Lawrence Brooks, the oldest World War II vet, died Wednesday morning, according to his daughter and caregiver, Vanessa Brooks.
Lawrence, a Louisiana native, had been in and out of the local veterans' hospital for the last several months, due to complications with his health, stated Vanessa Brooks. She described him as alert, awake and enjoying the holidays until the end.
Born in 1909, just north of Baton Rouge, he was raised in the small town of Stephenson, Mississippi, where his family had moved during the Great Depression.
Brooks was drafted in 1940. He served his one-year obligation, but a few weeks after the events of Pearl Harbor, he returned to the Army.
“There was no question,” Brooks told the National World War II Museum in one of his many oral history interviews. “They just came right back and got me again.”

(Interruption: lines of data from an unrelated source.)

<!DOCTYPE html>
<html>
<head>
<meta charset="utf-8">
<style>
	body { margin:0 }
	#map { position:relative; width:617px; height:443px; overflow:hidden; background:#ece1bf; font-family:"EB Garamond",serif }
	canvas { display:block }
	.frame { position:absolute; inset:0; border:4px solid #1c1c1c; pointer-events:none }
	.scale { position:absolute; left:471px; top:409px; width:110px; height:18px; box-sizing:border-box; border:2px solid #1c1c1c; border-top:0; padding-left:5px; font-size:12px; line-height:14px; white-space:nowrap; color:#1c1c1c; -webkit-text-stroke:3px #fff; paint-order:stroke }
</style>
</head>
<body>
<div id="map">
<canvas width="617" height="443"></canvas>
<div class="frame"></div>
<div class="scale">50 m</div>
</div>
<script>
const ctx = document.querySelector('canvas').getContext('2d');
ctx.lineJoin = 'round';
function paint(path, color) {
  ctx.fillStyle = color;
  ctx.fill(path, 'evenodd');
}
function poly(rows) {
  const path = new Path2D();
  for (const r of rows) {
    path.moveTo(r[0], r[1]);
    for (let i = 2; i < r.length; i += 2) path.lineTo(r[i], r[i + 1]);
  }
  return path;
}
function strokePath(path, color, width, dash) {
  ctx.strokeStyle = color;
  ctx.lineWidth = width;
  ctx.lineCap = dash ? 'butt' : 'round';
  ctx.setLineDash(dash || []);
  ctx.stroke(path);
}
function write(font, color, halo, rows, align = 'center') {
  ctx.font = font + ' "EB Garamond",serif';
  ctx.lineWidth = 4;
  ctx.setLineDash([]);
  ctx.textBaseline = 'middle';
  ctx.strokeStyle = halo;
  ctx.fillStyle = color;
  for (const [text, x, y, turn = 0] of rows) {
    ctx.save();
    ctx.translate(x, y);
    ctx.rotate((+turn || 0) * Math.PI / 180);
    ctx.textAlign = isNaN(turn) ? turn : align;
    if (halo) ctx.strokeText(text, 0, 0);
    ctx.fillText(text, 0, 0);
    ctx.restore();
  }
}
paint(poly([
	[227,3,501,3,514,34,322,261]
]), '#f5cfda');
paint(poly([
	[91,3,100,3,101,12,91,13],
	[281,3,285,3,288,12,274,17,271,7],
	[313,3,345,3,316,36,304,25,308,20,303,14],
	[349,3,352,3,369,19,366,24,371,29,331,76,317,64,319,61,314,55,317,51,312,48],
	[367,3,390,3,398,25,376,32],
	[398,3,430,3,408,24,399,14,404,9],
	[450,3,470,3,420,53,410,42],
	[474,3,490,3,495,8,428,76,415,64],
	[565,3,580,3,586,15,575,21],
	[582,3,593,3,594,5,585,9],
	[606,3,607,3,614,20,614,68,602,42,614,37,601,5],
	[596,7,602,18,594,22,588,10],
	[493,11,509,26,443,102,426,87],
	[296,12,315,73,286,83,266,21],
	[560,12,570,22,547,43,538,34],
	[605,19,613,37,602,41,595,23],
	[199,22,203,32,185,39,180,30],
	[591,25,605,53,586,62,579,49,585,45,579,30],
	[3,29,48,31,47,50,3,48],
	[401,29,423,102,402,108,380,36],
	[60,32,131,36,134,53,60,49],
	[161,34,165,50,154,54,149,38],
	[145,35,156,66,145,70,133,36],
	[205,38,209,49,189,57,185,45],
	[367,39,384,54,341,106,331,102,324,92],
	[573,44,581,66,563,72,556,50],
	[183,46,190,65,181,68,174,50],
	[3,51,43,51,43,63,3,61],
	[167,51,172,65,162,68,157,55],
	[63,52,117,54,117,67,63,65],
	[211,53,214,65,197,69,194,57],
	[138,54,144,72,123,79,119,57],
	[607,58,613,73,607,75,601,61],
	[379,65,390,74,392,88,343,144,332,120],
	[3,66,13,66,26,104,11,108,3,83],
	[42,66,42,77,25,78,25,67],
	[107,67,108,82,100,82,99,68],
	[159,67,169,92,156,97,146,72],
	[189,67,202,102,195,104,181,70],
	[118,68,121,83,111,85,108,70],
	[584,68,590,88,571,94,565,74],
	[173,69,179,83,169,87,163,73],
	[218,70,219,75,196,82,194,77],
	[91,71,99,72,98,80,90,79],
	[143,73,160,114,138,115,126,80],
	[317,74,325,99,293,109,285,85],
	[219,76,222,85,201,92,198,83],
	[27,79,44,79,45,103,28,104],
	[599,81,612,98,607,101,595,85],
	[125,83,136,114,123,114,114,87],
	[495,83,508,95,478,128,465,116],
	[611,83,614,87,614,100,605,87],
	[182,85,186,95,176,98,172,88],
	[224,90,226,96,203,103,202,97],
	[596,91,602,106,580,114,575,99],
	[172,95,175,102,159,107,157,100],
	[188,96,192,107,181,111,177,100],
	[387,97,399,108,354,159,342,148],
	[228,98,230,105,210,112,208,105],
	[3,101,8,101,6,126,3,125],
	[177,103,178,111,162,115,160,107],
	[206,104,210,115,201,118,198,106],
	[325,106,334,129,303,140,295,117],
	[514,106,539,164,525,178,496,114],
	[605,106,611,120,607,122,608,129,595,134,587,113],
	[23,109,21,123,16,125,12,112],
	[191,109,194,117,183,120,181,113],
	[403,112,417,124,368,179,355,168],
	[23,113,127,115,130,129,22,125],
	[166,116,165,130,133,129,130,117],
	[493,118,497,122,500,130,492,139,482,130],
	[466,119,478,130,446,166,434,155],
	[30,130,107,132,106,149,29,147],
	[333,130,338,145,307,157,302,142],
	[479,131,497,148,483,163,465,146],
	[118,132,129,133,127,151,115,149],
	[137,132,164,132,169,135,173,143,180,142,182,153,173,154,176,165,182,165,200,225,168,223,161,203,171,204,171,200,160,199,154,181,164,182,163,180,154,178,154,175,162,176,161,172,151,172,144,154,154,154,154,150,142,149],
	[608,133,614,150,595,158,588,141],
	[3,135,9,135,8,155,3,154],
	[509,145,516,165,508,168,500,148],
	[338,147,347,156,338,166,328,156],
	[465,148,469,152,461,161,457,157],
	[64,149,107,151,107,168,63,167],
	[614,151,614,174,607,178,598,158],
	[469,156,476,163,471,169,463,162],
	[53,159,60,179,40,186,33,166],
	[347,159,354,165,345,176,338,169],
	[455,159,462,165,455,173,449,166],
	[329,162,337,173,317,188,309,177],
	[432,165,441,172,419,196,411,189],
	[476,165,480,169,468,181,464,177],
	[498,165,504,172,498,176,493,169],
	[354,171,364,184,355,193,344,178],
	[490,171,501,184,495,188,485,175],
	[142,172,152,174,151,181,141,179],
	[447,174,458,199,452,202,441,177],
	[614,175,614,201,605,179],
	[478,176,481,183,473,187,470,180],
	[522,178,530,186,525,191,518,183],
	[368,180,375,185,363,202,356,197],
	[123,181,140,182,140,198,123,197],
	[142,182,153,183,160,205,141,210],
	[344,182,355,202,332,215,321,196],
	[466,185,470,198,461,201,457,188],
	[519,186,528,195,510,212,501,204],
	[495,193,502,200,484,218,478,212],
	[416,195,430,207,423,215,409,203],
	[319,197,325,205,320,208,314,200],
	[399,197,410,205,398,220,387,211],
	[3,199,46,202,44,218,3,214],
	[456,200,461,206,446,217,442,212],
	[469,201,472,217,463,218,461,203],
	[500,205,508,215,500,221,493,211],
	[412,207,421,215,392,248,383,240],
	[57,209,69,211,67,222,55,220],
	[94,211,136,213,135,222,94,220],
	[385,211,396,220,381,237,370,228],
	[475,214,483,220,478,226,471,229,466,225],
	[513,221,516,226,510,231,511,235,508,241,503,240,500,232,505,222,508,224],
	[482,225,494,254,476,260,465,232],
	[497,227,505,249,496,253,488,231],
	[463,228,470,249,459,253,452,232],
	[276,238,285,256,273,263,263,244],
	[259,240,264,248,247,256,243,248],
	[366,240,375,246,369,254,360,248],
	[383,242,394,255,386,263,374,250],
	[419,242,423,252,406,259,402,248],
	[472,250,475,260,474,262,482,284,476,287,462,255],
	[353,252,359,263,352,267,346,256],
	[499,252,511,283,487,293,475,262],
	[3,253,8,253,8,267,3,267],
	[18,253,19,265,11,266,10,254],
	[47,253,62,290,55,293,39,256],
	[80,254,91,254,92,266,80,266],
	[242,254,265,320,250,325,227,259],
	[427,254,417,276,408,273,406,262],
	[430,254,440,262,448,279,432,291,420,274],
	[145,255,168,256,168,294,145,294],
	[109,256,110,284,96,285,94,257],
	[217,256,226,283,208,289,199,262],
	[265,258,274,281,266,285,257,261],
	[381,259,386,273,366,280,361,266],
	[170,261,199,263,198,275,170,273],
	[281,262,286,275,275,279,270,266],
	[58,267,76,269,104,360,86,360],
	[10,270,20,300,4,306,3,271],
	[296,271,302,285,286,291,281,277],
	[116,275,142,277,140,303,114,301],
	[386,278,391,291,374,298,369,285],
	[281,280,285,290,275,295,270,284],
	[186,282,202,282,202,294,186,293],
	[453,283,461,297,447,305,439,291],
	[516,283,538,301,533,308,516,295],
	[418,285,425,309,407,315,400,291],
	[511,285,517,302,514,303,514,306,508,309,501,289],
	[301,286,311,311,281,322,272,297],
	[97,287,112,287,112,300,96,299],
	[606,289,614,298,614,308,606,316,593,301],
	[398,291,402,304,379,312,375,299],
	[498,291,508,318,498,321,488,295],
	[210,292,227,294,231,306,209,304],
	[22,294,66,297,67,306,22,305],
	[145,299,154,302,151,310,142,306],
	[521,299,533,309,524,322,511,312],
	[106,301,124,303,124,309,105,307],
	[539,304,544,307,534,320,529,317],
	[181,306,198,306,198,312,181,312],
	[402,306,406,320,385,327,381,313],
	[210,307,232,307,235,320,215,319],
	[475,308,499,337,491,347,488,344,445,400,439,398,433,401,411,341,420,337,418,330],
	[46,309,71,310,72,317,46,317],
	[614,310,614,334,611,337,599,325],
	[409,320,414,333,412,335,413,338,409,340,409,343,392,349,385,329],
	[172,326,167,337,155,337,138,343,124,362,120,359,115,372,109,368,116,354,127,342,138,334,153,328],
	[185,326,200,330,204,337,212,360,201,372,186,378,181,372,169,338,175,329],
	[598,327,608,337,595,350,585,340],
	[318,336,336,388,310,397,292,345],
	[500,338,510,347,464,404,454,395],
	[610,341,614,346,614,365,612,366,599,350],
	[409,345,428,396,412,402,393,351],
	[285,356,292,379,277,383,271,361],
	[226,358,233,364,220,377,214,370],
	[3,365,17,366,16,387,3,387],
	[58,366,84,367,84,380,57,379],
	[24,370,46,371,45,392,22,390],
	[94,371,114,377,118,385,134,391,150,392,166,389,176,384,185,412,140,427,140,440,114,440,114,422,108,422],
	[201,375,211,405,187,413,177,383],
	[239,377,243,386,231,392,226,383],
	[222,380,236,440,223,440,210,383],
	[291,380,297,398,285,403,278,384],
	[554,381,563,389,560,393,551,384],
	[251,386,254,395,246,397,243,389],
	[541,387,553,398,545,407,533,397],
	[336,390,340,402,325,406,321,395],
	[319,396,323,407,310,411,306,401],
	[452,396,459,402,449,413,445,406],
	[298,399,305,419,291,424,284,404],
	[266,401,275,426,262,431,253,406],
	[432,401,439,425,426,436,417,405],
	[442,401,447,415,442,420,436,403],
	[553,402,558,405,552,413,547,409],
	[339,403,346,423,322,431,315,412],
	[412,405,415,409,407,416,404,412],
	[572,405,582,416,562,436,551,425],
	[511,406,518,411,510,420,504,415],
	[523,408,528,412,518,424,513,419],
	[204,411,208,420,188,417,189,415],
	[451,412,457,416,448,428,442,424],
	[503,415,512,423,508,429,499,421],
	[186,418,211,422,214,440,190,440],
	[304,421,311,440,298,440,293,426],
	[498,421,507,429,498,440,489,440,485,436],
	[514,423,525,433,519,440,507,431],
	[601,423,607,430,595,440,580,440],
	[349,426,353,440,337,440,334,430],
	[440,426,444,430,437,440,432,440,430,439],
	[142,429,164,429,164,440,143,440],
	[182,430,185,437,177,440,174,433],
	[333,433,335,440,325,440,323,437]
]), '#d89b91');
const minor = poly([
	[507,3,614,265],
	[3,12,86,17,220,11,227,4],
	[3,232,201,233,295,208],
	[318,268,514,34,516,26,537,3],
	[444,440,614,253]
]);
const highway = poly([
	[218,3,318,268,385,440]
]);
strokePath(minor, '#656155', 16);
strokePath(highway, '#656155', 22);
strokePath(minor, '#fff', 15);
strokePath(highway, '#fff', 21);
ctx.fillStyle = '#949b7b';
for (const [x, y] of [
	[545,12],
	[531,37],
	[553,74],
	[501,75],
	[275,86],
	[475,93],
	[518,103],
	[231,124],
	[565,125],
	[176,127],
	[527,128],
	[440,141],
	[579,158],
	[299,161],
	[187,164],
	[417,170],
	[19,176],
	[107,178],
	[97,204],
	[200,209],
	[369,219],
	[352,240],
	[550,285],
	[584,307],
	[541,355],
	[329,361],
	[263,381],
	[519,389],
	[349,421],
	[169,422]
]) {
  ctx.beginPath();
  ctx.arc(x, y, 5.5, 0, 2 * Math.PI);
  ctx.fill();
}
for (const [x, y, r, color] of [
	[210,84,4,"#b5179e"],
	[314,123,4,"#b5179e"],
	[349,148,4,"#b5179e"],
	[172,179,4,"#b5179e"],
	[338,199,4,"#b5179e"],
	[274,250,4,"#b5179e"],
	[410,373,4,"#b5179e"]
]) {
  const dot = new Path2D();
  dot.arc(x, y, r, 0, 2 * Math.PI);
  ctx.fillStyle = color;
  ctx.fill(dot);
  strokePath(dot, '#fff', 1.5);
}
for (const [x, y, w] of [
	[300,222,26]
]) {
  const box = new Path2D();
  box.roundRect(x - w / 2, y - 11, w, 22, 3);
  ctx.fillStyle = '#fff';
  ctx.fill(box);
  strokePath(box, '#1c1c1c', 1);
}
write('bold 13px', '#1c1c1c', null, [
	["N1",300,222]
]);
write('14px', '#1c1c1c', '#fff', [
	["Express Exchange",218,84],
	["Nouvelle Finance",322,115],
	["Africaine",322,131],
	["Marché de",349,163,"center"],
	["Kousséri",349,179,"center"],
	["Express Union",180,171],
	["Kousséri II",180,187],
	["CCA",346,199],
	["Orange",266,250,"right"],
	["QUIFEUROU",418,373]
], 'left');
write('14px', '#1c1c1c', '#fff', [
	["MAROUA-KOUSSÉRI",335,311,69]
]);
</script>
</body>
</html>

As a local celebrity in his New Orleans community, Brooks celebrated his birthdays with parties put on in his honor by the nearby National World War II Museum.
Unfortunately, due to COVID-19, his most recent birthday of Sept. 2021, the party was brought to him in the form of a drive-by parade celebration, where Brooks danced on his porch, as he was serenaded by a trio from the museum, and a military flyover banked over his home.
Lawrence Brooks died in his own bed, as he intended, in New Orleans.
“I would like to be remembered as a strong man,” said Brooks, “A good soldier."
Lawrence Brooks requested to be buried in his uniform.